Please state how many lines of the records hold the string "each", giving nothing but the number.

****

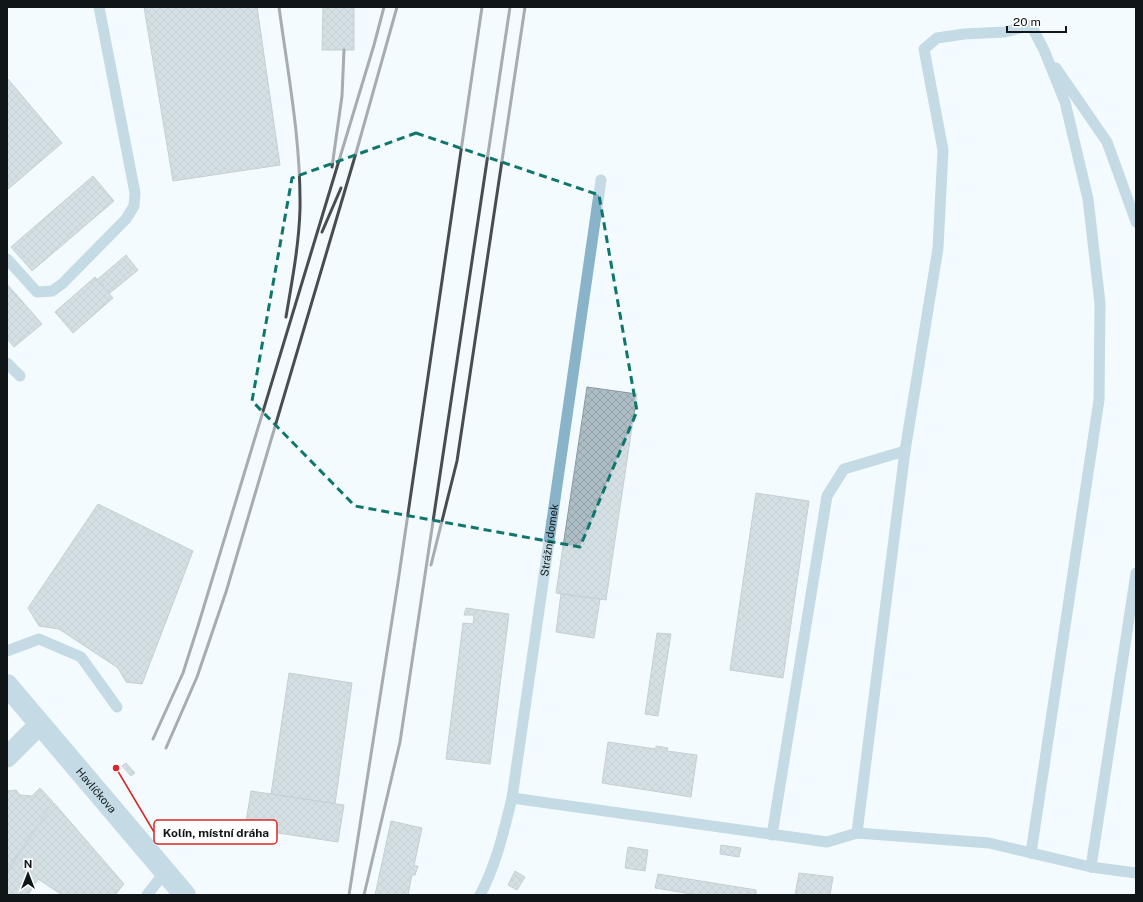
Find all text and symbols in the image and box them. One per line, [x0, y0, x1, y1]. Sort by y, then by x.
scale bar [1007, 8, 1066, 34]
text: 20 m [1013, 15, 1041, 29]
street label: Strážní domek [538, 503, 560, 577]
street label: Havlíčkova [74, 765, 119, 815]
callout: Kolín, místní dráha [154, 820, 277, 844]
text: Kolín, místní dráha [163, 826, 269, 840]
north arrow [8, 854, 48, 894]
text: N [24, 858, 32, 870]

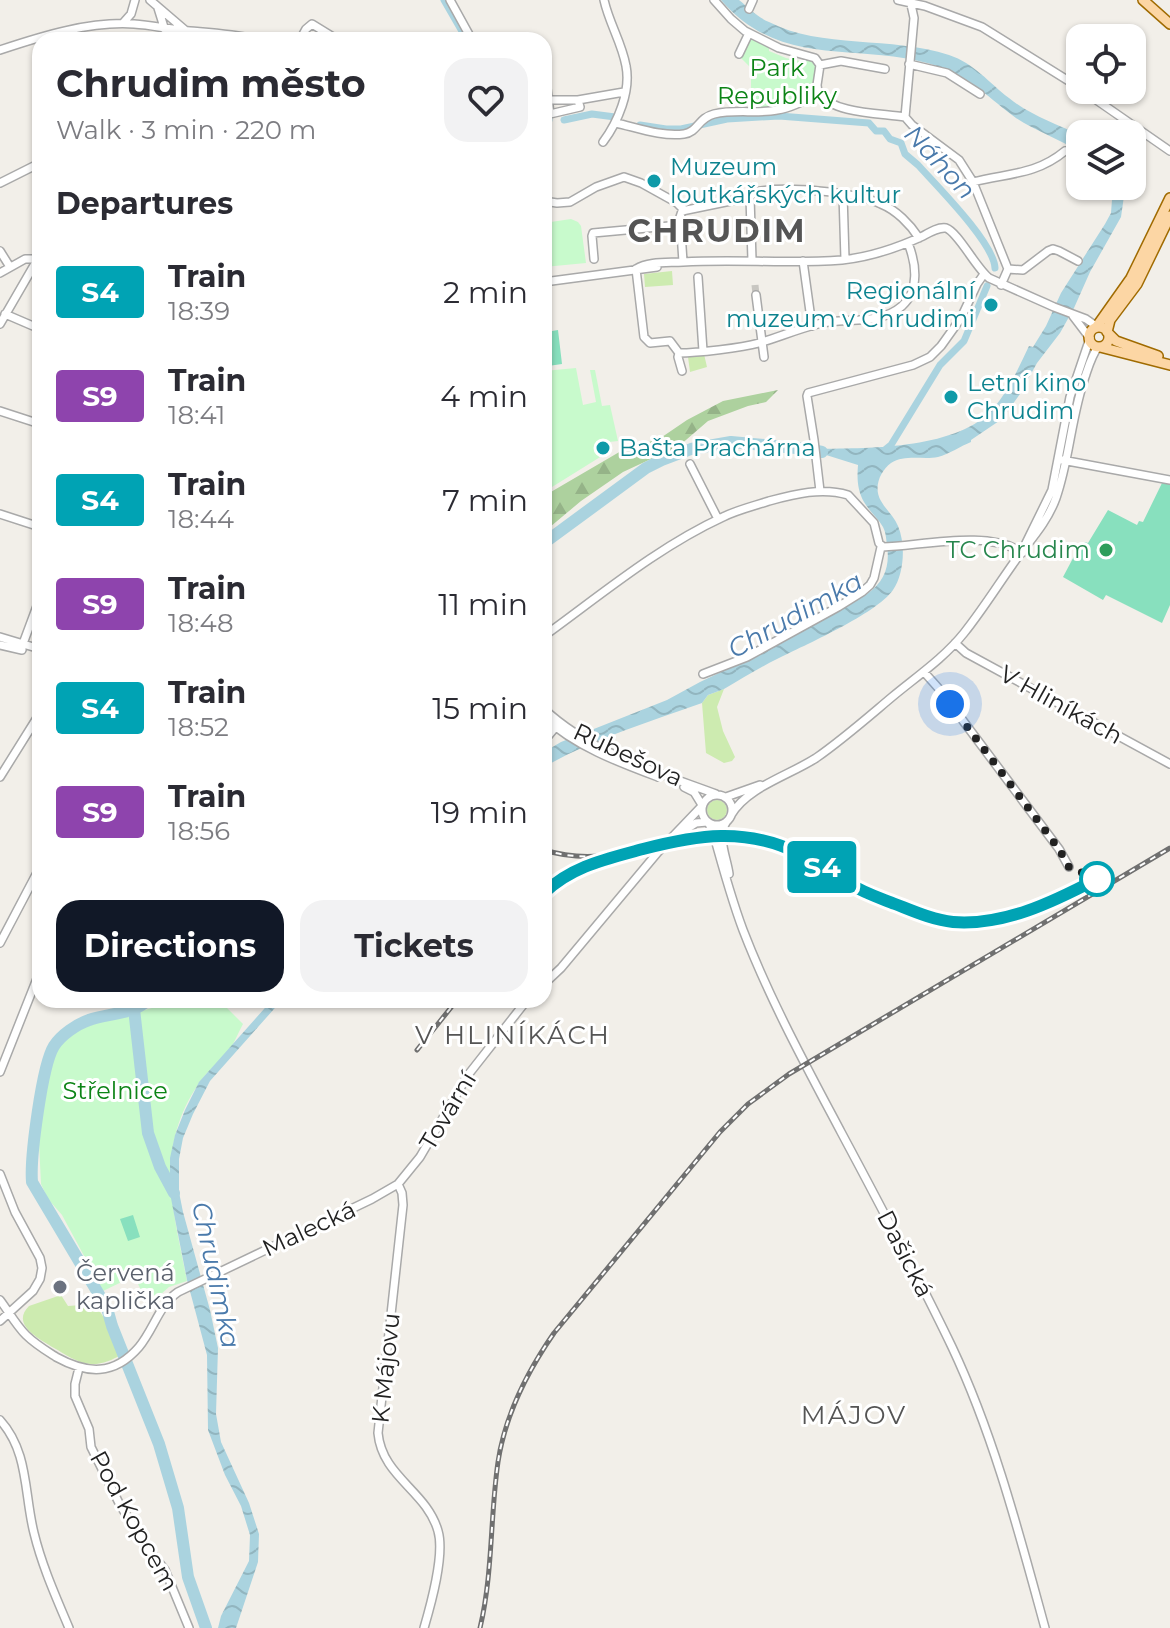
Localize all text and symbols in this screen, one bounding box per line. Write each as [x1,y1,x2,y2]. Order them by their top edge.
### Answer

****

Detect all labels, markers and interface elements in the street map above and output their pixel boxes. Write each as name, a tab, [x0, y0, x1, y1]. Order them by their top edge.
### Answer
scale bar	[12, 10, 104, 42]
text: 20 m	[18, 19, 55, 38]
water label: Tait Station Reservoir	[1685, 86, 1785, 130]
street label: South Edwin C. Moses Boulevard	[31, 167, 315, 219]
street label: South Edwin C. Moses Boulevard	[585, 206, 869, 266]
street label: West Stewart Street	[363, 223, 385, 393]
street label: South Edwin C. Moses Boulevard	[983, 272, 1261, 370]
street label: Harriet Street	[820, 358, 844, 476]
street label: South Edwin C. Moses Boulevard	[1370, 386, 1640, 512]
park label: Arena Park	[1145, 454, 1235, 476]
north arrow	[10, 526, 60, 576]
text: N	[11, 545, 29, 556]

****

EXERCISE SOLUTION>
2